POUR UN PLAN D’URGENCE INDISPENSABLE AUX PERSONNELS ET AUX ÉLÈVES

Mis à jour : janv. 16


Journée de grève et d’action 26 janvier 2021 Deux rassemblements dans le département du Morbihan Vannes : 10h30 devant DSDEN (puis vers préfecture) Lorient : 10h30 maison des syndicats (puis vers sous-préfecture)

Un budget loin de traduire une ambition éducative, un état de fatigue de tous les personnels jamais atteint, un épuisement dû à des années de dégradation des conditions de travail... Les personnels de l’Éducation expriment de fortes attentes et ont des exigences. Cependant, entre atermoiements et improvisation permanente, Jean-Michel Blanquer reste sourd à leurs aspirations et à nos revendications. Alors qu’il y a urgence, il persiste à ignorer la situation dans les établissements pour les personnels et les élèves et poursuit sa politique destructive.
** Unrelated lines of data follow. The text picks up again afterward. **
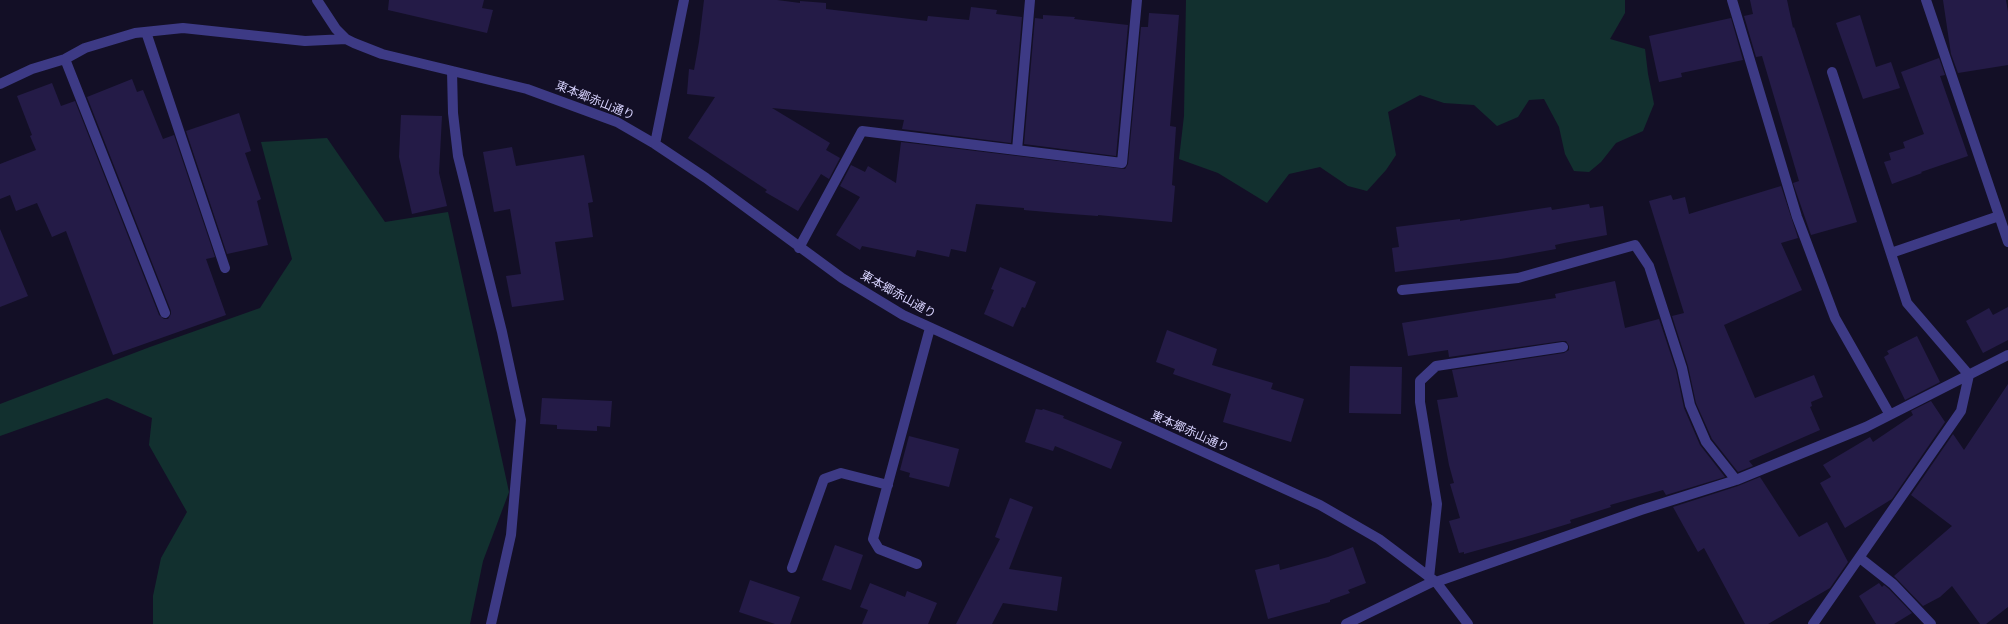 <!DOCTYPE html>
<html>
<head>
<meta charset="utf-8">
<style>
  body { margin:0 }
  canvas { display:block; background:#130f26 }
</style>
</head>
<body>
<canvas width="2008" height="624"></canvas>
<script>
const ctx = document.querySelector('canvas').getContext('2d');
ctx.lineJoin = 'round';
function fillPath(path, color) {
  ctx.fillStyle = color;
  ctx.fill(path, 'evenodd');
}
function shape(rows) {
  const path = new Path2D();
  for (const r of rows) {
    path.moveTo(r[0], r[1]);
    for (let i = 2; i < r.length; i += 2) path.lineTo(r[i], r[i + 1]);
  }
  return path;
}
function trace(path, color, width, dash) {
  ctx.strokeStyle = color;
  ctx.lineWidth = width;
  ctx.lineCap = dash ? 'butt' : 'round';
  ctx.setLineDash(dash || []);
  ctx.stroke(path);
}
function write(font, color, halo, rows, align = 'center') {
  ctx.font = font + ' "Fira Sans","Noto Sans JP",sans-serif';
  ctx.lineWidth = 4;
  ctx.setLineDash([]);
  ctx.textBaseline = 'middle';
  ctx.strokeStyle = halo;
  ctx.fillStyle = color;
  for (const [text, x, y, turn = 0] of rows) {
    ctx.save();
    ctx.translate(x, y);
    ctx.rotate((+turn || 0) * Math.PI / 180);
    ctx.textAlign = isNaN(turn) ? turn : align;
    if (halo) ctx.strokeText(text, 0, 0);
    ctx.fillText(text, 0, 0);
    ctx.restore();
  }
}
const green = shape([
  [1186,0,1625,0,1625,13,1610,39,1645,49,1648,74,1654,104,1643,131,1616,143,1601,162,1589,172,1574,171,1565,154,1559,127,1544,99,1529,100,1518,117,1497,126,1474,105,1444,103,1420,95,1388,112,1396,155,1386,170,1367,191,1348,186,1320,167,1289,174,1267,203,1218,173,1179,159,1184,116],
  [327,138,385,222,448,212,509,492,483,561,470,624,153,624,153,596,161,558,187,512,149,445,152,418,107,398,0,436,0,404,150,347,260,308,292,259,261,142]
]);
const building = shape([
  [389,0,484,0,482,8,493,10,487,33,388,10],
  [704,0,777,0,800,3,800,1,826,3,826,9,927,21,928,16,969,20,971,7,997,10,996,14,1022,17,1011,143,902,129,904,120,772,108,830,143,826,150,840,158,829,179,821,174,798,211,765,192,767,190,688,138,715,97,687,94,689,69,694,70,699,42],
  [1750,0,1787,0,1793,28,1794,27,1857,222,1811,235,1793,183,1799,181,1762,56,1756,57,1744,16,1753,14],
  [1943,0,2006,0,2008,12,2008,65,1958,73,1951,54],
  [1149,13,1179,15,1170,126,1176,127,1172,185,1175,186,1172,222,1098,215,1098,216,1058,213,1024,210,1024,208,976,204,966,252,951,249,949,257,917,250,915,257,862,246,860,250,836,235,860,197,840,186,851,165,865,172,868,166,896,183,901,142,1125,169,1128,164,1141,27,1148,27],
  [1043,15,1075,17,1074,19,1128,25,1116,156,1024,144,1035,18,1043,19],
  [1860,15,1876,67,1891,62,1900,88,1863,99,1836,23],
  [1731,18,1743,60,1681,73,1682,77,1659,82,1649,36],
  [1939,58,1945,75,1940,76,1968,156,1921,172,1922,173,1892,184,1884,162,1891,160,1889,153,1905,148,1903,142,1924,134,1901,72],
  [132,79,137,92,143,90,163,139,174,135,215,257,206,259,226,315,113,355,66,231,52,237,37,203,16,211,10,195,0,199,0,164,36,150,30,136,32,135,17,96,52,83,61,106,75,101,159,315,164,319,168,319,171,314,171,311,87,97],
  [239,113,251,151,245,153,261,199,257,201,268,245,227,254,186,131],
  [401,115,442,116,439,173,447,206,412,214,399,157],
  [512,147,516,166,584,155,593,202,588,203,593,237,555,242,564,300,512,307,506,276,521,274,510,209,494,212,483,152],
  [1781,186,1798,238,1781,243,1802,290,1724,325,1755,398,1814,375,1823,397,1811,402,1812,406,1810,407,1820,430,1749,461,1753,466,1738,472,1712,439,1696,403,1688,366,1672,316,1684,313,1649,201,1671,195,1673,200,1685,197,1689,214],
  [1589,204,1590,208,1603,206,1607,235,1564,243,1555,245,1556,249,1501,259,1395,272,1392,248,1399,247,1396,227,1460,219,1460,221,1551,207,1552,210],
  [0,229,28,296,0,307],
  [1000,267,1036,282,1025,308,1022,307,1013,327,984,314,994,290,991,289],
  [1615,281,1625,328,1659,319,1676,370,1684,408,1700,445,1725,477,1666,495,1663,490,1610,505,1611,507,1570,520,1571,523,1525,537,1464,554,1464,552,1459,553,1449,521,1460,518,1450,484,1454,483,1449,465,1437,400,1458,397,1452,370,1564,353,1569,350,1569,346,1566,341,1562,341,1449,357,1448,350,1408,356,1402,323,1556,298,1555,294],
  [2008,307,2008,340,1983,353,1966,321,1989,308,1993,315],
  [1167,330,1217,349,1212,365,1273,383,1271,389,1304,399,1291,442,1223,422,1231,394,1173,374,1175,369,1156,362],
  [1917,336,1940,382,1905,400,1884,357,1889,354,1887,351],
  [1350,366,1402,367,1401,414,1349,413],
  [2008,384,2008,607,1986,624,1980,624,1952,586,1940,597,1923,606,1894,576,1952,526,1911,495,1953,434,1964,450],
  [542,398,612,401,610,427,597,426,597,431,557,429,557,425,540,424],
  [1931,401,1945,422,1892,499,1845,528,1820,483,1831,477,1823,465,1870,437,1873,442,1913,415,1911,411],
  [1036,409,1042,410,1043,409,1064,416,1063,418,1122,442,1111,469,1055,446,1053,451,1025,442],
  [909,436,959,449,949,487,909,477,910,473,900,470],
  [1760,477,1799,537,1827,522,1848,562,1830,588,1768,624,1745,624,1704,548,1698,552,1673,507,1738,486],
  [1010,498,1033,507,1009,569,1062,577,1057,611,1003,603,992,624,956,624,1000,539,995,537],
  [835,545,863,555,851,590,822,580],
  [1353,547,1366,583,1348,590,1350,593,1330,600,1330,602,1268,619,1255,570,1279,564,1280,570,1328,557],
  [750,580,800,597,790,624,775,624,739,612],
  [870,583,905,597,907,591,937,603,928,624,862,624,868,610,860,607],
  [1879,583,1882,587,1884,585,1889,589,1912,613,1894,624,1876,624,1859,596]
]);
const minor = shape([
  [317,0,336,29,346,39,354,43,382,54,527,89,617,122,655,144,706,178,842,278,903,315,1320,505,1379,539,1436,582,1468,624],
  [1732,0,1797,217,1835,318,1890,415],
  [1926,0,2008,242],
  [146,32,225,268],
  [65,59,165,313],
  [452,71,453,113,458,156,502,332,521,420,511,535,491,624],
  [0,84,32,69,65,59,85,48,135,33,183,28,305,41,346,39],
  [655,144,684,0],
  [1017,150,1030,0],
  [799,248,862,131,1122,163,1137,0],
  [1891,253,1999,216],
  [1402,290,1518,278,1635,245,1649,266,1682,368,1690,405,1706,442,1736,480],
  [1860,558,1893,584,1931,624],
  [917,564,879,549,873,539,930,328],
  [792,568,824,479,841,473,888,485],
  [1429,578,1437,504,1420,402,1420,381,1436,366,1563,347],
  [1436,582,1641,510,1736,480,1866,427,2008,355],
  [1346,624,1434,581],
  [1813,624,1961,411,1969,375,1907,303,1832,72]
]);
const streetNames = [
  ["東本郷赤山通り",595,101,22],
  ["東本郷赤山通り",898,295,29],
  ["東本郷赤山通り",1190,432,24]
];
fillPath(green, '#12302f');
fillPath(building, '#241b47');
trace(minor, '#3d3a85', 10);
write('12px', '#d9d4ff', '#130f26', streetNames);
</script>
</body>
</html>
L’instauration du protocole sanitaire sans moyens supplémentaires a de nouveau

considérablement dégradé les conditions de travail des personnels depuis la rentrée. C’est le cas par exemple des personnels de Vie scolaire qui gèrent le brassage des élèves dans l’enceinte des établissements, des enseignant∙es qui doivent composer entre obligations protocolaires et maintien difficile du sens même de leurs missions, des AESH qui continuent d’être allègrement méprisé·es et aux personnels administratifs à qui on a refusé le télétravail sous des prétextes fallacieux. Quant aux élèves, ils ou elles continuent à s’entasser dans des classes surchargées au mépris des conditions sanitaires, à devoir gérer l’enseignement hybride et l’alternance dans les lycées, à subir les « retards » accumulés sans le moindre allègement de programme et avec le maintien des épreuves de spécialité en mars… C’est la santé de toutes et tous, qu’elle soit physique ou psychique, qui est en jeu.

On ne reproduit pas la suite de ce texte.